What the task asks
Report every line of the records below that includes the string "Transcribe".

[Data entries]
----

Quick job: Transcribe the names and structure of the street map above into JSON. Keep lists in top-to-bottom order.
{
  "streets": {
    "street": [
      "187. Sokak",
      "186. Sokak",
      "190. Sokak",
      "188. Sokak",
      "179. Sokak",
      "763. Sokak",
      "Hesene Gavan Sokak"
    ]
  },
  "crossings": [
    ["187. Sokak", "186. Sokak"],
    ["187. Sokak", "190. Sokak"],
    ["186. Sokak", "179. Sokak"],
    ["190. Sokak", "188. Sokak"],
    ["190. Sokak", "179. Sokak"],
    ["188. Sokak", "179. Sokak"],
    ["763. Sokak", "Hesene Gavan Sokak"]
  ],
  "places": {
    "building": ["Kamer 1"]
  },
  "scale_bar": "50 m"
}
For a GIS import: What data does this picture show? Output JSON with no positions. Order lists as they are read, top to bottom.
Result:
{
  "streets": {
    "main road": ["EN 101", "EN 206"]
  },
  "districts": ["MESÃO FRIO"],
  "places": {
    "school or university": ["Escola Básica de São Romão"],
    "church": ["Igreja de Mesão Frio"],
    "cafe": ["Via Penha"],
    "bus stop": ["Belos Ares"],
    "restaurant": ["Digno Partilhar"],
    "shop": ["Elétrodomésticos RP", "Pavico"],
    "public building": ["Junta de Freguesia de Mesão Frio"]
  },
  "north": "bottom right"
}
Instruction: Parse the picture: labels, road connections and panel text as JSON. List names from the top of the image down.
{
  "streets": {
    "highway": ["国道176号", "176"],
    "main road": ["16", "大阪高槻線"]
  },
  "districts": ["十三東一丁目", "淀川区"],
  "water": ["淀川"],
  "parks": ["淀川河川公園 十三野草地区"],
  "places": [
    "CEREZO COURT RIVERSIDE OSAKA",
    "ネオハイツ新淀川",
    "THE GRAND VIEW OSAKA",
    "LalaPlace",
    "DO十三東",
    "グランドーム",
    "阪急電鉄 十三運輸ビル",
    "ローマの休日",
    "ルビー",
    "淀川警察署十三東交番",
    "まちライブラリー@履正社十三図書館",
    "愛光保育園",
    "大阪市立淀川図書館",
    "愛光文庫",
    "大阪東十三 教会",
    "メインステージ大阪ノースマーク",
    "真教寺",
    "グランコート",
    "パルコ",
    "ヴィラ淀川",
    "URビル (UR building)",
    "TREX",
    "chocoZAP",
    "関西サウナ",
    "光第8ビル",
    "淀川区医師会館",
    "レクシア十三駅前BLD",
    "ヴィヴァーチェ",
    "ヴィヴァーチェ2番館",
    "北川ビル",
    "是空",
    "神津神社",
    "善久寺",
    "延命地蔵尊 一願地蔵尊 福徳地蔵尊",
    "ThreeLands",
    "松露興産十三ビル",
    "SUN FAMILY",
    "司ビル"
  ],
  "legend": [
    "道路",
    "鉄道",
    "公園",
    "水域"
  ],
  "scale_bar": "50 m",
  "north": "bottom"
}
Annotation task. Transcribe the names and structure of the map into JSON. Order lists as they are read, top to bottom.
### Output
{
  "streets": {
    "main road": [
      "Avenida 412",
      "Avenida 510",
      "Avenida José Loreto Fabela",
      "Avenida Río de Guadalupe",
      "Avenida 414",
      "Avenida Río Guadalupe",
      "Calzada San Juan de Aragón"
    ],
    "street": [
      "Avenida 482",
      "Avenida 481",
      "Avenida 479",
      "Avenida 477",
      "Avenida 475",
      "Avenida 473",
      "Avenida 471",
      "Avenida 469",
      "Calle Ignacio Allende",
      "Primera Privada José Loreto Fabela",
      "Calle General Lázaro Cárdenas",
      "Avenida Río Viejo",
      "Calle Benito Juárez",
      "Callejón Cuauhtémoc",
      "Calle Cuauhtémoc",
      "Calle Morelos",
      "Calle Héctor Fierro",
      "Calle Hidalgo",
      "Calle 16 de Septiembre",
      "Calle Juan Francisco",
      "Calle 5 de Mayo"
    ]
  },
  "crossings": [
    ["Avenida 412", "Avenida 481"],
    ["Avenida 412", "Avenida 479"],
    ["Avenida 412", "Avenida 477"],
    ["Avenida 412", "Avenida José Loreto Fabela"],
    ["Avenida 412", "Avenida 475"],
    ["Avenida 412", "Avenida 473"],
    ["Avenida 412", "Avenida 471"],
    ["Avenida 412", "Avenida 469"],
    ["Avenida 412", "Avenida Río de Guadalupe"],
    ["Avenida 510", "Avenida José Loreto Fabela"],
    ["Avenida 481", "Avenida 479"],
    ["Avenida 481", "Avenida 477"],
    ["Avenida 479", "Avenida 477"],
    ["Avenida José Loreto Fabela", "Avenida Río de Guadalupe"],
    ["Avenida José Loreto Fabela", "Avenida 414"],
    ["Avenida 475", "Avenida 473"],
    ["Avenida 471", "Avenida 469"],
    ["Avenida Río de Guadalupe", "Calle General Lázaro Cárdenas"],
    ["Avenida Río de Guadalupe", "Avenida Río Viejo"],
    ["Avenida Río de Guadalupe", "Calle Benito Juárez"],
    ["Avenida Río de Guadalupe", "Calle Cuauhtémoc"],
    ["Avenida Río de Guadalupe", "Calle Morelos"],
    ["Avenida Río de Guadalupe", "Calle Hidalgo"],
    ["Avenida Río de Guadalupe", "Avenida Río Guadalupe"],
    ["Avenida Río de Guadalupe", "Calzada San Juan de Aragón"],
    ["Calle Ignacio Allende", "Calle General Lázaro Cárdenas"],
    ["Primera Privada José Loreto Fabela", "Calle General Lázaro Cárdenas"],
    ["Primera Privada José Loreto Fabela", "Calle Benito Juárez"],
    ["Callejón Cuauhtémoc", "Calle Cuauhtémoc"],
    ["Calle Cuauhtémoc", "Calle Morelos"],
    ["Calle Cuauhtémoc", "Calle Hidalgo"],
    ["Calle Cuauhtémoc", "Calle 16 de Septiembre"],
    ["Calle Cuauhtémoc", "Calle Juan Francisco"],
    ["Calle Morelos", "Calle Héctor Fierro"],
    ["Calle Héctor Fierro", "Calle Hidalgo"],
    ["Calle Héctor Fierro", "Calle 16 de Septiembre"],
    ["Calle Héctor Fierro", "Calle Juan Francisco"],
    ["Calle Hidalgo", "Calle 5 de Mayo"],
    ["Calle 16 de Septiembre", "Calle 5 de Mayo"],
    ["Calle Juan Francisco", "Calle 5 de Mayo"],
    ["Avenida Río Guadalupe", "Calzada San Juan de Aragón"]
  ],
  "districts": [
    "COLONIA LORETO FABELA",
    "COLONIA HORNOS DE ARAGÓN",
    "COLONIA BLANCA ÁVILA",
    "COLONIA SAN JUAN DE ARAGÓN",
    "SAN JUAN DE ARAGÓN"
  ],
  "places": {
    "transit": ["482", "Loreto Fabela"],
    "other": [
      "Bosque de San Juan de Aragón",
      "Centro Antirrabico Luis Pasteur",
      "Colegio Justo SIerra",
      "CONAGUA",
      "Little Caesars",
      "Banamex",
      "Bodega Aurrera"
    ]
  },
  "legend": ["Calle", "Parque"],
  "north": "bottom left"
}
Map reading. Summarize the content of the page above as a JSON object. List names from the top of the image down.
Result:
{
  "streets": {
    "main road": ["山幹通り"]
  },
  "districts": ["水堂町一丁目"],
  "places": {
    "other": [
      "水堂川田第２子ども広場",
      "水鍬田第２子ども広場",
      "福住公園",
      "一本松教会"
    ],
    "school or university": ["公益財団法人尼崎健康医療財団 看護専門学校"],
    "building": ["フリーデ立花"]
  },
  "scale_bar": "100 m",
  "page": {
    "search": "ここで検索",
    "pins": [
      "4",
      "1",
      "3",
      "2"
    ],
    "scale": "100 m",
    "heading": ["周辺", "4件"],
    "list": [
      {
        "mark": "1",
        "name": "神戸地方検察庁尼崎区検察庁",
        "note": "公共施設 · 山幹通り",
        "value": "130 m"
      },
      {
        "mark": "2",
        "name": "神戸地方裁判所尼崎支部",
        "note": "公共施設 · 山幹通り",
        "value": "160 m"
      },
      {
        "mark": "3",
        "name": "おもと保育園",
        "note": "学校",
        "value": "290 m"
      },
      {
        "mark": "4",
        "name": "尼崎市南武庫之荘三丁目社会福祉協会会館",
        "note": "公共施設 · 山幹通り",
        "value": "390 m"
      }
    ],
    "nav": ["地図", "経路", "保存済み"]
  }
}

----

Response to the exercise
Quick job: Transcribe the names and structure of the street map above into JSON. Keep lists in top-to-bottom order.
Annotation task. Transcribe the names and structure of the map into JSON. Order lists as they are read, top to bottom.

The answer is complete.